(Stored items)
=== Begin Enclosure ===

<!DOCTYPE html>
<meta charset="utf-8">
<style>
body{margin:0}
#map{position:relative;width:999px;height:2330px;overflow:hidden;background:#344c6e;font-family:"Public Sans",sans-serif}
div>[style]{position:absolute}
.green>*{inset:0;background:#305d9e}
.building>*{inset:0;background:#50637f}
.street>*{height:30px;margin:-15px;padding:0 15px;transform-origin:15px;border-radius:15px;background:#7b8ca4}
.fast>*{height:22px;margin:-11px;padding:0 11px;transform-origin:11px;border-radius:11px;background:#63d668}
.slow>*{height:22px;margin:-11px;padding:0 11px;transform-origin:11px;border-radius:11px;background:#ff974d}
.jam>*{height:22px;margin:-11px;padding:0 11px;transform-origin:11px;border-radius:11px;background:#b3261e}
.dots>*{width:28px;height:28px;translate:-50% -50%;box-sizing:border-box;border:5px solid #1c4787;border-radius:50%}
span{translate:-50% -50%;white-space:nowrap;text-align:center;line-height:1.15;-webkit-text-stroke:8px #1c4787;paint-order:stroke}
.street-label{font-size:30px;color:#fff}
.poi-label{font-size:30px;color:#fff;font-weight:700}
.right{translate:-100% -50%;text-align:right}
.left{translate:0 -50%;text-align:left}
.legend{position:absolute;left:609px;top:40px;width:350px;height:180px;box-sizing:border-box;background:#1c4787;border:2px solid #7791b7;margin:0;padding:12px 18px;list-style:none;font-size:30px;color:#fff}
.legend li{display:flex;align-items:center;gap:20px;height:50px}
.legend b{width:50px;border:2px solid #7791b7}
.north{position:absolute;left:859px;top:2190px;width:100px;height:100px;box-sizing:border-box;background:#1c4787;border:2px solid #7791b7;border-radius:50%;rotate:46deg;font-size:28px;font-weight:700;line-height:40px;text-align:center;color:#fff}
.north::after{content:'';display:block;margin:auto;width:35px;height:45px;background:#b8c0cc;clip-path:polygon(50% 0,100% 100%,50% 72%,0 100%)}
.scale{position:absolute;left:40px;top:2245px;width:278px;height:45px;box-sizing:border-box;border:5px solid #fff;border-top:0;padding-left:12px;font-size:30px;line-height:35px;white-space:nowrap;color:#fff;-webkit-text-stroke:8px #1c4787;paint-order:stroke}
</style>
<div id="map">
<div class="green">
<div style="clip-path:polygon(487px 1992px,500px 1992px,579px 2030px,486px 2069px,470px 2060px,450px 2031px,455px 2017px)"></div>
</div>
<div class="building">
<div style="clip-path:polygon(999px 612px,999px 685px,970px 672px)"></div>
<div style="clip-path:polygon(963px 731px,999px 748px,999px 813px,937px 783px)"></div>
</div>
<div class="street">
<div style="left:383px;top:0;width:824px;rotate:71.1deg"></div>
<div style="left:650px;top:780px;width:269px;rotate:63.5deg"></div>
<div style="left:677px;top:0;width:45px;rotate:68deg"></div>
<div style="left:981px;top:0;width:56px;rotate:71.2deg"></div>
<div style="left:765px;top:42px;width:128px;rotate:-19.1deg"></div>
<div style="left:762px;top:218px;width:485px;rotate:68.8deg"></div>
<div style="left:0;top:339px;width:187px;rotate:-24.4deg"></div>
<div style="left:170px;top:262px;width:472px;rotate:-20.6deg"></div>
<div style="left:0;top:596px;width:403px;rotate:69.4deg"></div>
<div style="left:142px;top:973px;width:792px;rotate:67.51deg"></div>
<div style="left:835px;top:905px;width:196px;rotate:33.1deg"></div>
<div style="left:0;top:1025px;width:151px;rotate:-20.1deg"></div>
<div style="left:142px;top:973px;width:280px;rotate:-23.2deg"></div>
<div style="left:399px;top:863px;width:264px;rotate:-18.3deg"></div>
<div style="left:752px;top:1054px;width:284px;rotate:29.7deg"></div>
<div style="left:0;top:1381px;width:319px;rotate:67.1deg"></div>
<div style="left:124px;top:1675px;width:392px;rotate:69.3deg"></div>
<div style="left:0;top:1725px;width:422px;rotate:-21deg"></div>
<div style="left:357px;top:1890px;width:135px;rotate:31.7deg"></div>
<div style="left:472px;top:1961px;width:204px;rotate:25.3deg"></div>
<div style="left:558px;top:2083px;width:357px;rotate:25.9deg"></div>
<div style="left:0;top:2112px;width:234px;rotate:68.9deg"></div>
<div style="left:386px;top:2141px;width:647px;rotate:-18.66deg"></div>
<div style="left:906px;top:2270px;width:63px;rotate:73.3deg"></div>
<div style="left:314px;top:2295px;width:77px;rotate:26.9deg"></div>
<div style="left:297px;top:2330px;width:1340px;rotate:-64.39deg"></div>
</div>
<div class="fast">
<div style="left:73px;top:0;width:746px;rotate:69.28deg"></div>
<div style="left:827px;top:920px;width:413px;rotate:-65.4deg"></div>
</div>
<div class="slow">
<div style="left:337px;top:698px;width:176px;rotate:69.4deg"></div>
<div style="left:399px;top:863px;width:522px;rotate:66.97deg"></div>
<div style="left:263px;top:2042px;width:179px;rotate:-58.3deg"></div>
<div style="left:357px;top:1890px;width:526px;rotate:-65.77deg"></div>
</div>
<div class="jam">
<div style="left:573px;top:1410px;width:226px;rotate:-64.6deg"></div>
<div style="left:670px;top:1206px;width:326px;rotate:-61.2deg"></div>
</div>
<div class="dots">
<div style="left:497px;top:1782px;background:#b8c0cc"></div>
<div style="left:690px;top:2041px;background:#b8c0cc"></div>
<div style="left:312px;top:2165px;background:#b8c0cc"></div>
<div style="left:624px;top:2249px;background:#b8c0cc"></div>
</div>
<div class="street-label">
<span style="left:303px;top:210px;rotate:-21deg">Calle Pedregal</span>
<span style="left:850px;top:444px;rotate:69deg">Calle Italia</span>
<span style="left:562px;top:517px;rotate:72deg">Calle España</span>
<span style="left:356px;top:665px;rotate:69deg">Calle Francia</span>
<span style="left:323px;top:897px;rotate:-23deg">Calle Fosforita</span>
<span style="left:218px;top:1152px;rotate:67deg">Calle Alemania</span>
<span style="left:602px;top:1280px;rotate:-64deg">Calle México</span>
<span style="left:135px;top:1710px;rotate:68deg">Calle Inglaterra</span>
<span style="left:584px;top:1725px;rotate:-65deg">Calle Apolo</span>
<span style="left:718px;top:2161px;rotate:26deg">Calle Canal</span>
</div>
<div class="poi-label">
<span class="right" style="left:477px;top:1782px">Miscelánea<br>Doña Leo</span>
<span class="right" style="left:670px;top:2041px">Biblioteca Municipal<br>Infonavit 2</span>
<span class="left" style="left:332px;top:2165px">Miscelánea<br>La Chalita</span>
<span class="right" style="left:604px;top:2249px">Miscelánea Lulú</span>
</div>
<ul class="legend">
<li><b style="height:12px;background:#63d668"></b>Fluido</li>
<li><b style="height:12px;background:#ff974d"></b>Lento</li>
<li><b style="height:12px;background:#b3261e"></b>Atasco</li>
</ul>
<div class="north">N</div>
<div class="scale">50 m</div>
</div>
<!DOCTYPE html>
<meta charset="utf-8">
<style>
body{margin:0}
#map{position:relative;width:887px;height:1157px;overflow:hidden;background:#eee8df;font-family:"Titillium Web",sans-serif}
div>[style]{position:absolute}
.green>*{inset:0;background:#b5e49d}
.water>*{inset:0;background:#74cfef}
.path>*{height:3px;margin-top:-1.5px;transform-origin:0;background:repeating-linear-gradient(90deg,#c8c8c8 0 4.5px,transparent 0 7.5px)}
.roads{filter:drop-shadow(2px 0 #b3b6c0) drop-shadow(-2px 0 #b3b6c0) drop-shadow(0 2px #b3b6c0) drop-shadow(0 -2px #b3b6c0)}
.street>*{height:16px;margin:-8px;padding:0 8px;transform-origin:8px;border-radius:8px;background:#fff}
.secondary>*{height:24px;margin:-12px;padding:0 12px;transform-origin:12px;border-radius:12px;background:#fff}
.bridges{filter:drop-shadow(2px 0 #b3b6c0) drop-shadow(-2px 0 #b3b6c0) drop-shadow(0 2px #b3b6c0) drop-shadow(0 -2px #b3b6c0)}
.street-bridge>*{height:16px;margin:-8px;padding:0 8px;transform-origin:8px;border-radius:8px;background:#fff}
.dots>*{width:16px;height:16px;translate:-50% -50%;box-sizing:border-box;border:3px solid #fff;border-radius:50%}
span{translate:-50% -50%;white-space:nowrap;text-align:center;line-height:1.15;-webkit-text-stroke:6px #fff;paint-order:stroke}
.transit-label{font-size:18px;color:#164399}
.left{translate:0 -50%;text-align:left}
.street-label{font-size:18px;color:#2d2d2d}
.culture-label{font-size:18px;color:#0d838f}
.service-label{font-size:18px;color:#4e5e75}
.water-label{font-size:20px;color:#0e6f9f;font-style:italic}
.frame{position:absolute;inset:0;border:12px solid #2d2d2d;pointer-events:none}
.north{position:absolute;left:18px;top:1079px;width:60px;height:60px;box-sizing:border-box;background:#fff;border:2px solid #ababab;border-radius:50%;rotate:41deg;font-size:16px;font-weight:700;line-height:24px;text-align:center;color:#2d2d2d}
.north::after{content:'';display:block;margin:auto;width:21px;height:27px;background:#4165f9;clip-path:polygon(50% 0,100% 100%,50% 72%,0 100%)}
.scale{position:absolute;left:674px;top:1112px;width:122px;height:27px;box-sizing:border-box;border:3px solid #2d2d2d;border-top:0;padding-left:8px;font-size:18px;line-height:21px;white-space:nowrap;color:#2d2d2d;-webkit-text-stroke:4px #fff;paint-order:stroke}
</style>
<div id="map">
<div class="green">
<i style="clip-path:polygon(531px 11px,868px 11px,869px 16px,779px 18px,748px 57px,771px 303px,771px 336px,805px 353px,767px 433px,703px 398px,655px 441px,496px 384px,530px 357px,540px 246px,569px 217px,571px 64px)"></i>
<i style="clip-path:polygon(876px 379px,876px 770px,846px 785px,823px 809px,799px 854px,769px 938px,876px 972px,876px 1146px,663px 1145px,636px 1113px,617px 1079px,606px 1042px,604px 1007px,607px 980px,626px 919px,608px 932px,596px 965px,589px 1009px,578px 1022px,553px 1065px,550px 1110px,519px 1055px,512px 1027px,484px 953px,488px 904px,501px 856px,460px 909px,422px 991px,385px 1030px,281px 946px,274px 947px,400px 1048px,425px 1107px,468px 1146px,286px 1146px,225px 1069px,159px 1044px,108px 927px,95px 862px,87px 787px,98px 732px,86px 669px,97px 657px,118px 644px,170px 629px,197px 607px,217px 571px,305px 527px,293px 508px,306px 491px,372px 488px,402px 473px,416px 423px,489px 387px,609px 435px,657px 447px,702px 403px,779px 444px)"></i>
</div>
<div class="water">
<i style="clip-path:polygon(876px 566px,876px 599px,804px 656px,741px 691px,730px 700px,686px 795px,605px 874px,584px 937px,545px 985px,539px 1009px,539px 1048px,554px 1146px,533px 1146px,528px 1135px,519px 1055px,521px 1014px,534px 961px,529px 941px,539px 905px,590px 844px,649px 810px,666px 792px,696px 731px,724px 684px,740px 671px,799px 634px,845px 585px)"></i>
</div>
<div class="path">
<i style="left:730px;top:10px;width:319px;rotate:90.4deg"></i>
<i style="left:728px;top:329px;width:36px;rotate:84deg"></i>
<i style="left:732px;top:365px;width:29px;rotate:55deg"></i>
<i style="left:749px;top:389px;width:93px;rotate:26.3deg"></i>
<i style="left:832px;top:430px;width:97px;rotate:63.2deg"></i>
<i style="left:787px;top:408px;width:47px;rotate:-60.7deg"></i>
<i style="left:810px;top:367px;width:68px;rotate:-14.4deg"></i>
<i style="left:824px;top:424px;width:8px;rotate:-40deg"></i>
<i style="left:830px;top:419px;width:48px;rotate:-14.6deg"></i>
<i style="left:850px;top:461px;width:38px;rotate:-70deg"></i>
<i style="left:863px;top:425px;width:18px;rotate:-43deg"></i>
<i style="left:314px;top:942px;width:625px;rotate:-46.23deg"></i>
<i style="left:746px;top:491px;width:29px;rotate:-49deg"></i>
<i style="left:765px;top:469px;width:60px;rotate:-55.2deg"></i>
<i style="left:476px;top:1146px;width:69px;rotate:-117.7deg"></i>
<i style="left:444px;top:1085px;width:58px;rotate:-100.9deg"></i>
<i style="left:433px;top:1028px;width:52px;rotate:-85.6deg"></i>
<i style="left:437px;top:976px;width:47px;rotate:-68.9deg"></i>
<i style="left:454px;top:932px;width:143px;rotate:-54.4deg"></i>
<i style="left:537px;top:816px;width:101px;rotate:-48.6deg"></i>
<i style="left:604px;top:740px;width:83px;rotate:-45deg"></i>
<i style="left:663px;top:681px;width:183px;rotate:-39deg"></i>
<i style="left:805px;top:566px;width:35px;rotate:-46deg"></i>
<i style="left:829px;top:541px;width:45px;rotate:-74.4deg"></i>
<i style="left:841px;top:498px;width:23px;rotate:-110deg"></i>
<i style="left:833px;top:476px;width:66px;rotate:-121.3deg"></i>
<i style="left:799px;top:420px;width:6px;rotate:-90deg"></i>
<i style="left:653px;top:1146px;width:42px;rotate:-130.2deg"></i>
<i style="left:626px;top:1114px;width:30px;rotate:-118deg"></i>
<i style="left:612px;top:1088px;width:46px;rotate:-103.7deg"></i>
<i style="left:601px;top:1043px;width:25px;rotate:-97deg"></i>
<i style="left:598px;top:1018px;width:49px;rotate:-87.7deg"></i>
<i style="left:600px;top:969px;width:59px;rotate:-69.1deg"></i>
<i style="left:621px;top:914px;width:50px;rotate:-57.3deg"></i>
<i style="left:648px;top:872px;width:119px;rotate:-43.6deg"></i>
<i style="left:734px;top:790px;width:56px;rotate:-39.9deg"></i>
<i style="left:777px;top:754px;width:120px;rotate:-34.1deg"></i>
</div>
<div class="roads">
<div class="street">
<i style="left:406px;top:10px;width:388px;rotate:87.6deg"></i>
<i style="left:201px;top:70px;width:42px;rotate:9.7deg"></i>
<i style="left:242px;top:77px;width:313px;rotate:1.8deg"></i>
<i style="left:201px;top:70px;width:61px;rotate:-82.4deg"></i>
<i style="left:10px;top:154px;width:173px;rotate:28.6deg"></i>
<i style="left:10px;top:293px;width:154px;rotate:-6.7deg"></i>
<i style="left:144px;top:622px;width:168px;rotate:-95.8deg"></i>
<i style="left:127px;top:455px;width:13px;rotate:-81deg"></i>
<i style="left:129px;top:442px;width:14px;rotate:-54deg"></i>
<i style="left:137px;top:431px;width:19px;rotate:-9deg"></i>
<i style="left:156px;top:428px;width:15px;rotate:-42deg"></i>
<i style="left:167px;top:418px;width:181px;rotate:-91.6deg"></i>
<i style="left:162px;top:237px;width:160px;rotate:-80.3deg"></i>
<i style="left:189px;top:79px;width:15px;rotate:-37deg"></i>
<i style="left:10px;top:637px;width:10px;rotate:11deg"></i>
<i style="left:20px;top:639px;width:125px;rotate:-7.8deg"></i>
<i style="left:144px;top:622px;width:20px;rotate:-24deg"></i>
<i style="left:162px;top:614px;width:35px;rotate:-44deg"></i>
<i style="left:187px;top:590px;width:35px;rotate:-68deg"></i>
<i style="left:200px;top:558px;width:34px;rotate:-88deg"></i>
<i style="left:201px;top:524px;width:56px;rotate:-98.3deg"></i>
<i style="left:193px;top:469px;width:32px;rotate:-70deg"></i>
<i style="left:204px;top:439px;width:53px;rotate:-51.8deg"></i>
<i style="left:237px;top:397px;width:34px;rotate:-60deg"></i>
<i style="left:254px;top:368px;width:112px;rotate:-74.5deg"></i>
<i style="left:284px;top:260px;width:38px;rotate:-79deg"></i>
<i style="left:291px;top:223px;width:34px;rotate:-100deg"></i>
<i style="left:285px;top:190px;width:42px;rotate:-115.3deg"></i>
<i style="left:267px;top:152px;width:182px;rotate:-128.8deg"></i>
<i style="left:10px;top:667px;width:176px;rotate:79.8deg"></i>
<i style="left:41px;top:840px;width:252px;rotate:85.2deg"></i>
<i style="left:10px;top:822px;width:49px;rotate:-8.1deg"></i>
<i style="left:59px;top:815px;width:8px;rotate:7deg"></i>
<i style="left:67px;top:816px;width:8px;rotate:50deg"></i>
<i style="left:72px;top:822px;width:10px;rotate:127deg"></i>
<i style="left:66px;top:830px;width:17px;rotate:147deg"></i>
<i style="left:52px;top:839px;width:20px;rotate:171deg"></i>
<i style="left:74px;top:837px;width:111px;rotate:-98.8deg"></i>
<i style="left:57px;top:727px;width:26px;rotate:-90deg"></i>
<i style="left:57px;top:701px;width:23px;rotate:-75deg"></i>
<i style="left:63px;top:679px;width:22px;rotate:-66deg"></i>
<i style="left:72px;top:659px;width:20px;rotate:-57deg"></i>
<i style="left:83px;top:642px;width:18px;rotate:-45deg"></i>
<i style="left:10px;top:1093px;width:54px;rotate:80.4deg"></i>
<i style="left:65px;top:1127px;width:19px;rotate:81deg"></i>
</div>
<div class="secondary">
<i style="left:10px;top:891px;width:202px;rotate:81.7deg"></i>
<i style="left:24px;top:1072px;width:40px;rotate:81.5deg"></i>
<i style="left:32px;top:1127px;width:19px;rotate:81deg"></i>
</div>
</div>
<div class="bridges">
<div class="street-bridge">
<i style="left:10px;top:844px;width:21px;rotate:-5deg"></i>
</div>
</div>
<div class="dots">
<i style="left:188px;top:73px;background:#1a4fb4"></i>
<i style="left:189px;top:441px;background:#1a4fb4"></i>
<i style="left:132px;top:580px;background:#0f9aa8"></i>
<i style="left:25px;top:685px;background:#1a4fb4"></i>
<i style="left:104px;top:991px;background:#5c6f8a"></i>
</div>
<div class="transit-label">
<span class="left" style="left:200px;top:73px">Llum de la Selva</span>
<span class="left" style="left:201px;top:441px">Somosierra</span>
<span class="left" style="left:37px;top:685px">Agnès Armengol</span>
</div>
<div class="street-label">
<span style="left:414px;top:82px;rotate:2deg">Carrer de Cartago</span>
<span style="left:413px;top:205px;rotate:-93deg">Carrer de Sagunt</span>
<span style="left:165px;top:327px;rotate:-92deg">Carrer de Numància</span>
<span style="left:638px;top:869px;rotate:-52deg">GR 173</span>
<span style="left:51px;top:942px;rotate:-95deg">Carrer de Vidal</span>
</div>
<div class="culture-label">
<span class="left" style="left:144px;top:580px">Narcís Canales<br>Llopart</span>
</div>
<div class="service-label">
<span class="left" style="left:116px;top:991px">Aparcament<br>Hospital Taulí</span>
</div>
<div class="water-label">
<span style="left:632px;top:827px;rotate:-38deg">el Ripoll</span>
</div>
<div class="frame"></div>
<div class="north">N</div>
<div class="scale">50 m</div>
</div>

=== End Enclosure ===

In the entries above, how many lines contain the word "overflow"? Provide the number alone.

Output below:
2